Sin embargo, este estilo de vida que ahora se alegaliza convirtiéndolo en una forma más de convivencia sexual, es el que encontramos mayoritariamente en la sociedad de principios del siglo XXI, y que sigue teniendo su reflejo fisiológico y psicológico en la mayor parte de los hombres y mujeres de hoy ¿será que no hemos evolucionado al ritmo de los intereses de unos pocos?¿será por eso que se pretende pluralizar una forma de vida que existe desde el principio de los tiempos vaciándola de contenido? Porque es eso lo que se hizo con la modificación del Código Civil en materia de matrimonio y adopción: vaciar de sentido la palabra “matrimonio”, como tantas otras palabras y pretender que la función social que realiza el matrimonio real y naturalmente constituido, la puede realizar cualquiera. 
Que se puedan tener hijos al margen de la sexualidad no significa que sea la mejor manera de engendrarlos; que un niño necesite un hogar no significa que lo mejor sea cualquier hogar. Que algunos matrimonios entre hombre y mujer tengan problemas o no lo vivan como lo pide el término no significa que ya no sea tan válida esa forma de vida o deje de desempeñar su función social, de enriquecimiento y comunión entre las personas y foco de verdadera ciudadanía.

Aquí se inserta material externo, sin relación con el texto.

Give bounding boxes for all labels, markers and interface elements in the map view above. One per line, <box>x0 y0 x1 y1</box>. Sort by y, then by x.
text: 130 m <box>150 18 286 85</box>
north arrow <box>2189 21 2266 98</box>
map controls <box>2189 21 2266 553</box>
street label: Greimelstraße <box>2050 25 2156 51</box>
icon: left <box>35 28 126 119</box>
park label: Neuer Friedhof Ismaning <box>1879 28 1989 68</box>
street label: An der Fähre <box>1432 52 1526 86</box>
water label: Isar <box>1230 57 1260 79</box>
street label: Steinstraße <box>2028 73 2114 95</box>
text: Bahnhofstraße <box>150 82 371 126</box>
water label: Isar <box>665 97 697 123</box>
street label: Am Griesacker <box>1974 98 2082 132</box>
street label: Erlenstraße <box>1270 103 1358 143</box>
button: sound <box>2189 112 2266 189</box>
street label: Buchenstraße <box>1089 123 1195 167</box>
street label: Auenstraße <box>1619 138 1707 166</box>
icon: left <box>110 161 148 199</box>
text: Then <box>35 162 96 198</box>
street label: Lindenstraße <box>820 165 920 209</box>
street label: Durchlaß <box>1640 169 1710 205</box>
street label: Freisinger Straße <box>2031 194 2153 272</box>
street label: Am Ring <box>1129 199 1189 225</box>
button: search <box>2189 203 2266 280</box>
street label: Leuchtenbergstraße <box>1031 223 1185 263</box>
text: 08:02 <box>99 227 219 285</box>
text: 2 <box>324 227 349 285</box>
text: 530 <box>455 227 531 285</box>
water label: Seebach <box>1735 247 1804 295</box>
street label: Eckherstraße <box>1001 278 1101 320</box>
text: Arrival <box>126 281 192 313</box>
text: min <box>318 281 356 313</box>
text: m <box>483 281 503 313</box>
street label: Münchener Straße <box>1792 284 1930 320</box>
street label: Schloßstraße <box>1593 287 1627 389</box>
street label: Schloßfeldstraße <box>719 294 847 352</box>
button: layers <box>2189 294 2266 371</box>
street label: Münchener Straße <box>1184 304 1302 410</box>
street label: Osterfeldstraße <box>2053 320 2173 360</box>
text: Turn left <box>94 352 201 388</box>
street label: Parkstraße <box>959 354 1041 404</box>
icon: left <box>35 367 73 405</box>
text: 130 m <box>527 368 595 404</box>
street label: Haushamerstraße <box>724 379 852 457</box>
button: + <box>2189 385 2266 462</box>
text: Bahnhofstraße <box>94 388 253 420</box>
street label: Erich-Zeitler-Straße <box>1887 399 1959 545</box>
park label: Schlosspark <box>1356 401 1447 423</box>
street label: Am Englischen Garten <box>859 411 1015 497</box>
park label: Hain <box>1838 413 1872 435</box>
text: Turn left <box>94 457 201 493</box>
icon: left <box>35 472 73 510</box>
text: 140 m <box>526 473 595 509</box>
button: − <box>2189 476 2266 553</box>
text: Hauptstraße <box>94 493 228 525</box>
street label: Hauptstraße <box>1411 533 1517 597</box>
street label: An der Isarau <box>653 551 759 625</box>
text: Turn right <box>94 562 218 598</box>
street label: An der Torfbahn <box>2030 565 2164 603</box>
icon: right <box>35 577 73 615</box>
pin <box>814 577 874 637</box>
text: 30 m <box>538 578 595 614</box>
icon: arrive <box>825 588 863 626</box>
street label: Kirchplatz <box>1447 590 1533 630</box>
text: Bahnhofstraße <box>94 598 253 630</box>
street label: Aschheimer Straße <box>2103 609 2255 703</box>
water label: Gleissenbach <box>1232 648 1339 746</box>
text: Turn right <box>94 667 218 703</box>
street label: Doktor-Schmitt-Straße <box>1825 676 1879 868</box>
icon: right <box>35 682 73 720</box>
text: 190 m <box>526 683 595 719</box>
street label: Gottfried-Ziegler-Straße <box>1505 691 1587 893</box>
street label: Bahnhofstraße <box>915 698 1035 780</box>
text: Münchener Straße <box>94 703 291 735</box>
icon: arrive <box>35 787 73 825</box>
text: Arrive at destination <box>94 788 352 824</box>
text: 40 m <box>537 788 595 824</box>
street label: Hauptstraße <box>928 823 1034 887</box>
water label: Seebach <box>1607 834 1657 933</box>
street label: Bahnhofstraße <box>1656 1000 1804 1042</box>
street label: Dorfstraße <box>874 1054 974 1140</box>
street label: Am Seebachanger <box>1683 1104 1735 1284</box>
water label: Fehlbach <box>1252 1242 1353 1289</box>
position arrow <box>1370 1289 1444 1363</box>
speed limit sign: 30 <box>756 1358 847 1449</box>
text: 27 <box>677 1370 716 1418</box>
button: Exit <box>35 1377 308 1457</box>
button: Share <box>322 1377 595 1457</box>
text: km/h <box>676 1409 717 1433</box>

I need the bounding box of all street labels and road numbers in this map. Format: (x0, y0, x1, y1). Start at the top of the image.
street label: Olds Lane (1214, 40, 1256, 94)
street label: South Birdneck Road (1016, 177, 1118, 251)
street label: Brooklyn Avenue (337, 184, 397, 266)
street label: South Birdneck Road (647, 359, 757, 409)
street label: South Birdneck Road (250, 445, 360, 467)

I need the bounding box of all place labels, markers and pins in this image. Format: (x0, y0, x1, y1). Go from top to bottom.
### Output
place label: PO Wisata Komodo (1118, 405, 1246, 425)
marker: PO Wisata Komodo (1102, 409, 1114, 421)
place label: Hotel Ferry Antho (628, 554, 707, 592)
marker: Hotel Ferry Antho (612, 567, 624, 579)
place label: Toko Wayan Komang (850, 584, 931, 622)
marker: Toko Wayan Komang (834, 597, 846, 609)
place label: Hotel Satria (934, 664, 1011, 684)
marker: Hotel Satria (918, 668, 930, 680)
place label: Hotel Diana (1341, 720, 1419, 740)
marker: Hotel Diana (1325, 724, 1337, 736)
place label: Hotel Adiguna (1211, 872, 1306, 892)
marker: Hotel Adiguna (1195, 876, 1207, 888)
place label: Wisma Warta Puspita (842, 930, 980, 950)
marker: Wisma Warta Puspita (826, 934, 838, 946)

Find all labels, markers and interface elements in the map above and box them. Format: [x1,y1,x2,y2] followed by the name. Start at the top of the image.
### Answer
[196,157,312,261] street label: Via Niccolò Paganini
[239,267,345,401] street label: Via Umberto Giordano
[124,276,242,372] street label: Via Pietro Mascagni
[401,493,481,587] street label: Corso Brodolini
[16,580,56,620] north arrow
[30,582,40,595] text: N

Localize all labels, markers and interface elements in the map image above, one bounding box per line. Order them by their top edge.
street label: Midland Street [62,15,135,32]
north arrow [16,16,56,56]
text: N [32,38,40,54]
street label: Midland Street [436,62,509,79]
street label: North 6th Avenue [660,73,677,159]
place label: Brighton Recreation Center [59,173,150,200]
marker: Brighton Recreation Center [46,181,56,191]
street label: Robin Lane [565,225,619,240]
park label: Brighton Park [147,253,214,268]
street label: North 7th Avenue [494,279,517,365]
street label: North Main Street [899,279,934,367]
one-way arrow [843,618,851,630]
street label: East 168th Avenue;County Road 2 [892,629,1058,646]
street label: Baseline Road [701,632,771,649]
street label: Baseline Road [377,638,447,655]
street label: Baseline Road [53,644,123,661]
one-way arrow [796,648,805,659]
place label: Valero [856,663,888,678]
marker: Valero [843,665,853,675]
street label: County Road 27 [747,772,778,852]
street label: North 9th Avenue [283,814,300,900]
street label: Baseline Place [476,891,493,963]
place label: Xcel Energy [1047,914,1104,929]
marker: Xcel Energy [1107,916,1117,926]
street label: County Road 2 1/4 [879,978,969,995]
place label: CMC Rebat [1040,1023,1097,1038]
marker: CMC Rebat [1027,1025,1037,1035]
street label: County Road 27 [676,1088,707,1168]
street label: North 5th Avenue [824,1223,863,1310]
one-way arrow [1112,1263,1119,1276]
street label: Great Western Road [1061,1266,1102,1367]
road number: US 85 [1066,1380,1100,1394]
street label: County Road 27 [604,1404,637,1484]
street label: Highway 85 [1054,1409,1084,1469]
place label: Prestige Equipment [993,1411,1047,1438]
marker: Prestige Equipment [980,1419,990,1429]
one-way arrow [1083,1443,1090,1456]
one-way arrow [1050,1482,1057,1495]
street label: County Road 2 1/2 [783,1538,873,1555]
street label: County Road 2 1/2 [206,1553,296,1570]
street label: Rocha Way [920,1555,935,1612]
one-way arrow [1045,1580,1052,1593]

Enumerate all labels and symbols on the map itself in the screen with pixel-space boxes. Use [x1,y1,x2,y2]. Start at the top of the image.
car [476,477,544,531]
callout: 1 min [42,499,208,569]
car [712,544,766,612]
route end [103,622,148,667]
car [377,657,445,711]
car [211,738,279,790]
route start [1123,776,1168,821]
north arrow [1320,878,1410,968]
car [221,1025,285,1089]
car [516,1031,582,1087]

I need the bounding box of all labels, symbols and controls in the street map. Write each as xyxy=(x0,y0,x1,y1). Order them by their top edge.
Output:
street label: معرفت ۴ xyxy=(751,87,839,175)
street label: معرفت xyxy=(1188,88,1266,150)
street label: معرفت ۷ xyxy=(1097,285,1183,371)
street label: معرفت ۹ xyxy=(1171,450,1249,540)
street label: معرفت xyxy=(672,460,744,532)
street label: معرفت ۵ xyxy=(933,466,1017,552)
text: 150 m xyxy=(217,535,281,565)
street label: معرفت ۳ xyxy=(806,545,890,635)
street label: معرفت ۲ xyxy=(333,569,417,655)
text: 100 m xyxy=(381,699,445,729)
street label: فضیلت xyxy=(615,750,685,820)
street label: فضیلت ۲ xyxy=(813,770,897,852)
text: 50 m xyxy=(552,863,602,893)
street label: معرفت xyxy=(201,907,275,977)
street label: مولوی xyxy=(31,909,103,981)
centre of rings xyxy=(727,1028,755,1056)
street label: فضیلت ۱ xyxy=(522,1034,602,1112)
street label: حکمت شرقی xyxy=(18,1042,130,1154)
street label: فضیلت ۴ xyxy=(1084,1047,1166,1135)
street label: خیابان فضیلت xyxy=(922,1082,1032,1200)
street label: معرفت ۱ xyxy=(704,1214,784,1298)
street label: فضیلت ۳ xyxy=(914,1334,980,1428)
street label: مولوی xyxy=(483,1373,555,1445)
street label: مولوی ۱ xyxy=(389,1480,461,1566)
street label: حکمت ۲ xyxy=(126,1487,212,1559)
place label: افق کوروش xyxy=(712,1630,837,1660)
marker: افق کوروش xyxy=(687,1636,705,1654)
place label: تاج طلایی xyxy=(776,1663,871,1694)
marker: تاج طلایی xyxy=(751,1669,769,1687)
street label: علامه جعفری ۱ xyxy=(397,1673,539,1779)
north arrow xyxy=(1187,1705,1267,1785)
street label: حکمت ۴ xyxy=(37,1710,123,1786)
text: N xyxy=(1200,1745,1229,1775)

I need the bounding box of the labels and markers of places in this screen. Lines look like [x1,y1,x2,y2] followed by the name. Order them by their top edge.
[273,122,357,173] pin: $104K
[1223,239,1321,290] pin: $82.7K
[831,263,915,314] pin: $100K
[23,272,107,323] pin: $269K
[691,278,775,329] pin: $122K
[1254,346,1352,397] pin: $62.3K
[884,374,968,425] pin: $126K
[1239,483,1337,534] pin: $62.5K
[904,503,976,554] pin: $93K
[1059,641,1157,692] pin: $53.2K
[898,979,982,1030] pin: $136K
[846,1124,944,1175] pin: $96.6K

En definitiva, que el matrimonio sigue siendo lo que es, a pesar de haber sido desprotegido por un mal entendido pluralismo: la base de subsistencia de la propia sociedad y el ámbito idóneo para ese largo proceso de crecimiento y maduración de los niños al que la paternidad conduce. Y que es una pena que la democracia en España sea hoy otra palabra vacía, tal como demuestra este desprecio del Congreso a las firmas presentadas para esta ILP.